* _RECORDS SHOWN_:
────────────────
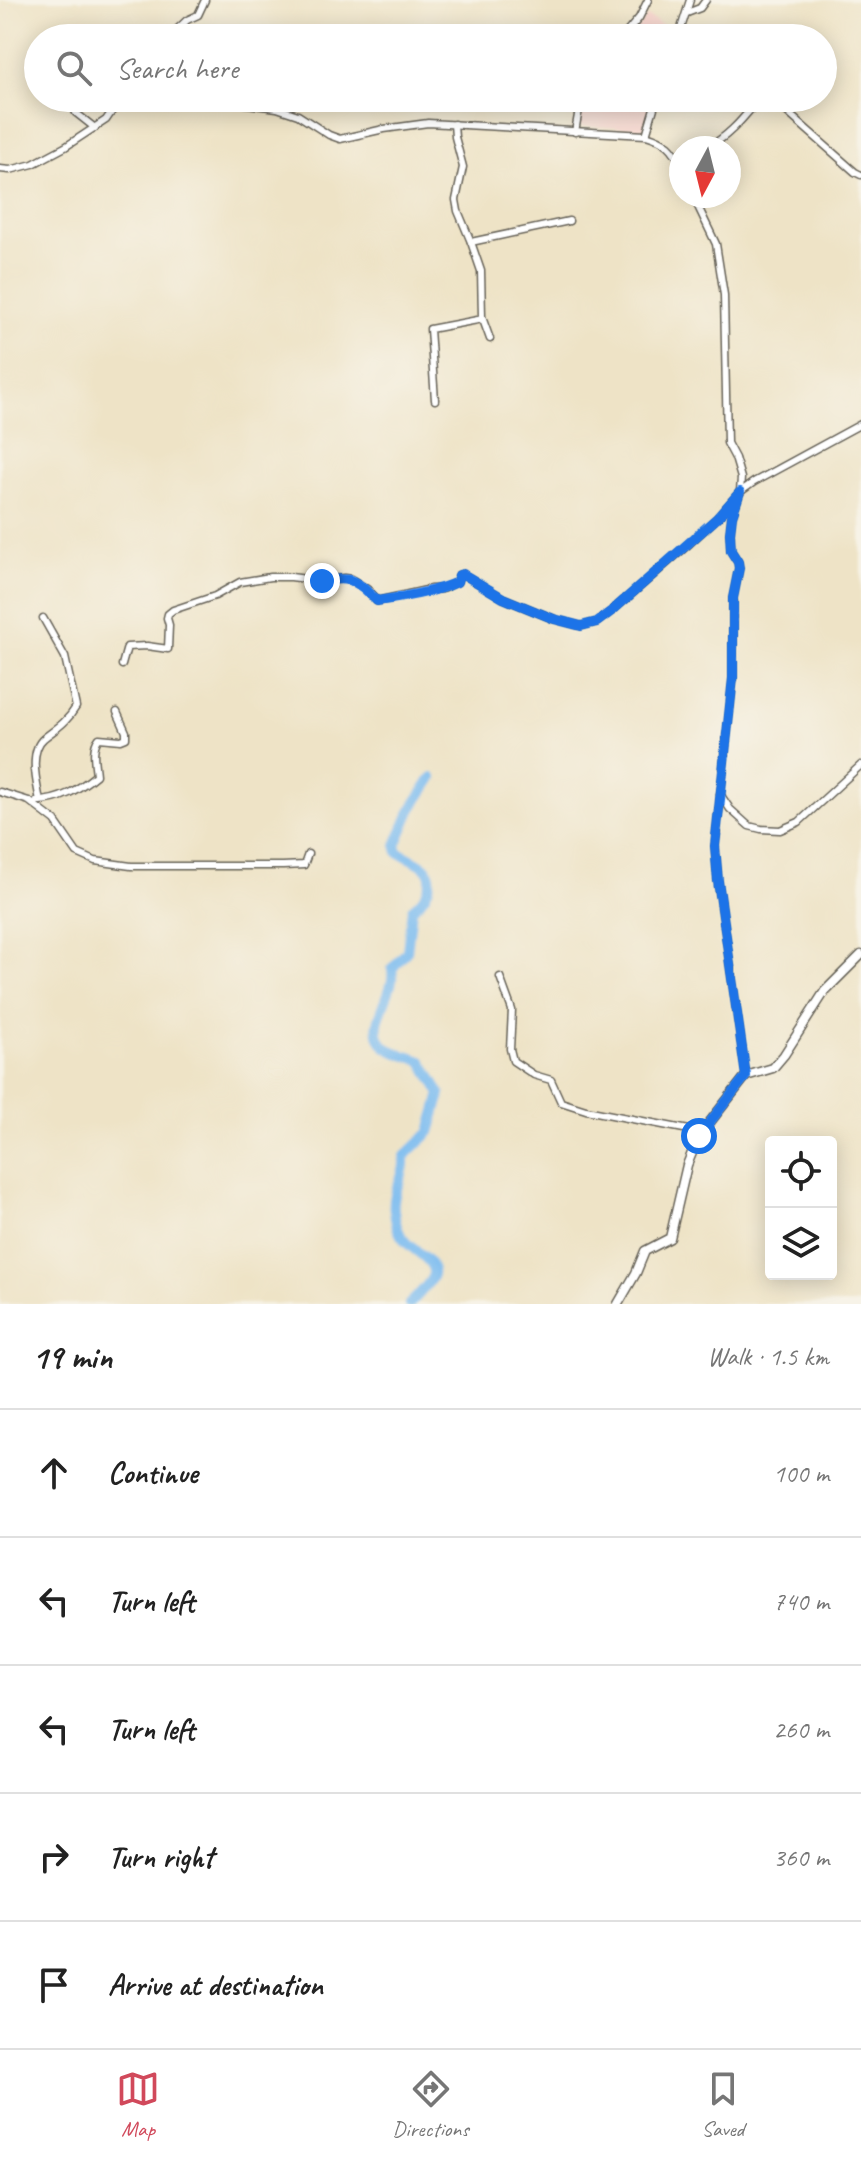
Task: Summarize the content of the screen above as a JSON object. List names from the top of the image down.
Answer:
────────────────
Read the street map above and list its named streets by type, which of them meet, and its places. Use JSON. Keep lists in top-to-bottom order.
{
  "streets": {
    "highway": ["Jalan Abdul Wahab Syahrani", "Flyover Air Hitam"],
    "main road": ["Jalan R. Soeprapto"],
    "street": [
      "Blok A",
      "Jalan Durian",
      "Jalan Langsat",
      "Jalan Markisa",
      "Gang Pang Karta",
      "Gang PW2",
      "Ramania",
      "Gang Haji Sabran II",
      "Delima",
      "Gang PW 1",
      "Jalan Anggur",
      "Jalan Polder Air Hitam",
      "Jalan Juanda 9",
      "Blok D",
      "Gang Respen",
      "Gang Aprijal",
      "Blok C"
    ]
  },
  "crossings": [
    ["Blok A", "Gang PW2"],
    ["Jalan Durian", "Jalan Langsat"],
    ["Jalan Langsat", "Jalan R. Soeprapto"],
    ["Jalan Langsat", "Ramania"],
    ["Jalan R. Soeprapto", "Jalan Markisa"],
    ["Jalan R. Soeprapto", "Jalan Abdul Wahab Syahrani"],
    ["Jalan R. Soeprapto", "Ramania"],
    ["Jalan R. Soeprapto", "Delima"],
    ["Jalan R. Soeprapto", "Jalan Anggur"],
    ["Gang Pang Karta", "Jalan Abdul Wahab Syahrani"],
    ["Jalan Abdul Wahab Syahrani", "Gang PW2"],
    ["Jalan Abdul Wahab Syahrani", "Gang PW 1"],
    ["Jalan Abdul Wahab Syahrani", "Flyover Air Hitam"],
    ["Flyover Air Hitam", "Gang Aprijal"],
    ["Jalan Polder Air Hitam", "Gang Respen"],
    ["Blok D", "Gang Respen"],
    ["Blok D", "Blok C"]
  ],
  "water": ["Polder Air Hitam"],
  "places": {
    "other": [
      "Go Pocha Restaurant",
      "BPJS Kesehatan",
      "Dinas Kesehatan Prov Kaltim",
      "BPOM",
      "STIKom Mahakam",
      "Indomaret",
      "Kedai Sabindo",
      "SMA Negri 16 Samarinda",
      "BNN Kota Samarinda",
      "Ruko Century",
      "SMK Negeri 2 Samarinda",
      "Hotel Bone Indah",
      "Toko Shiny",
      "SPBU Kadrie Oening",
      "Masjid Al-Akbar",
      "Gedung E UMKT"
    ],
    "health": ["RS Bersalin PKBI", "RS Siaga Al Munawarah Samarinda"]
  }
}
────────────────
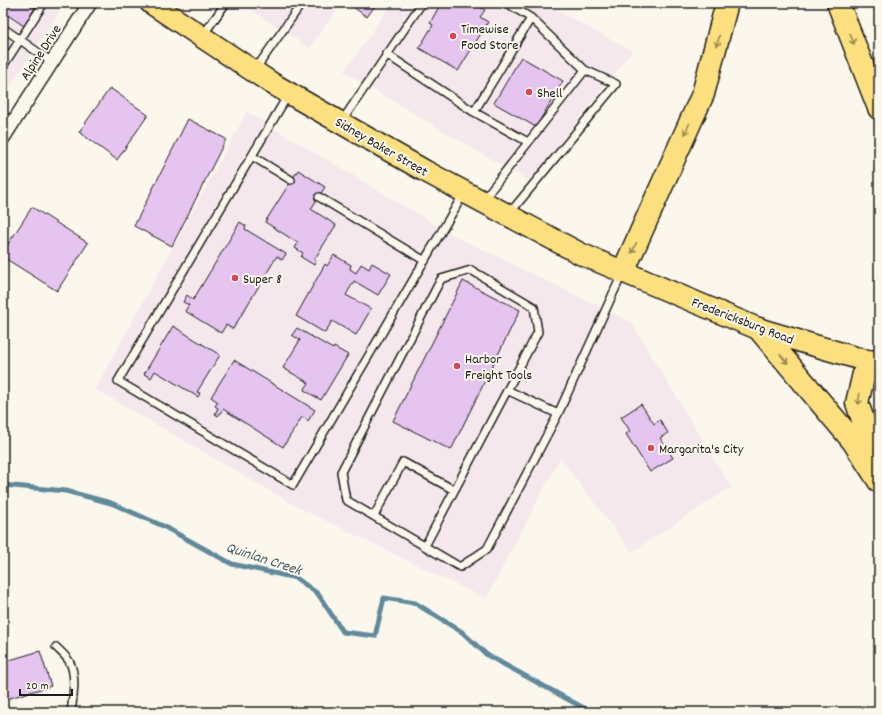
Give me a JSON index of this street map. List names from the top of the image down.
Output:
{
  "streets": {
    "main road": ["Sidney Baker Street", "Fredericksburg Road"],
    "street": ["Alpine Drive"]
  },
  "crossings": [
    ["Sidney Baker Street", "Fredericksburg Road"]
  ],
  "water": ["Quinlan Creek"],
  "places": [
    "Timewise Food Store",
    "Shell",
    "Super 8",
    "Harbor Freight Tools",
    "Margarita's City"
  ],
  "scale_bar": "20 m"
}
────────────────
* _EXERCISE INSTRUCTIONS_:
Go through the listing above and copy each line in which the string "from" is found.

* _SOLVED EXERCISE_:
Task: Summarize the content of the screen above as a JSON object. List names from the top of the image down.
Give me a JSON index of this street map. List names from the top of the image down.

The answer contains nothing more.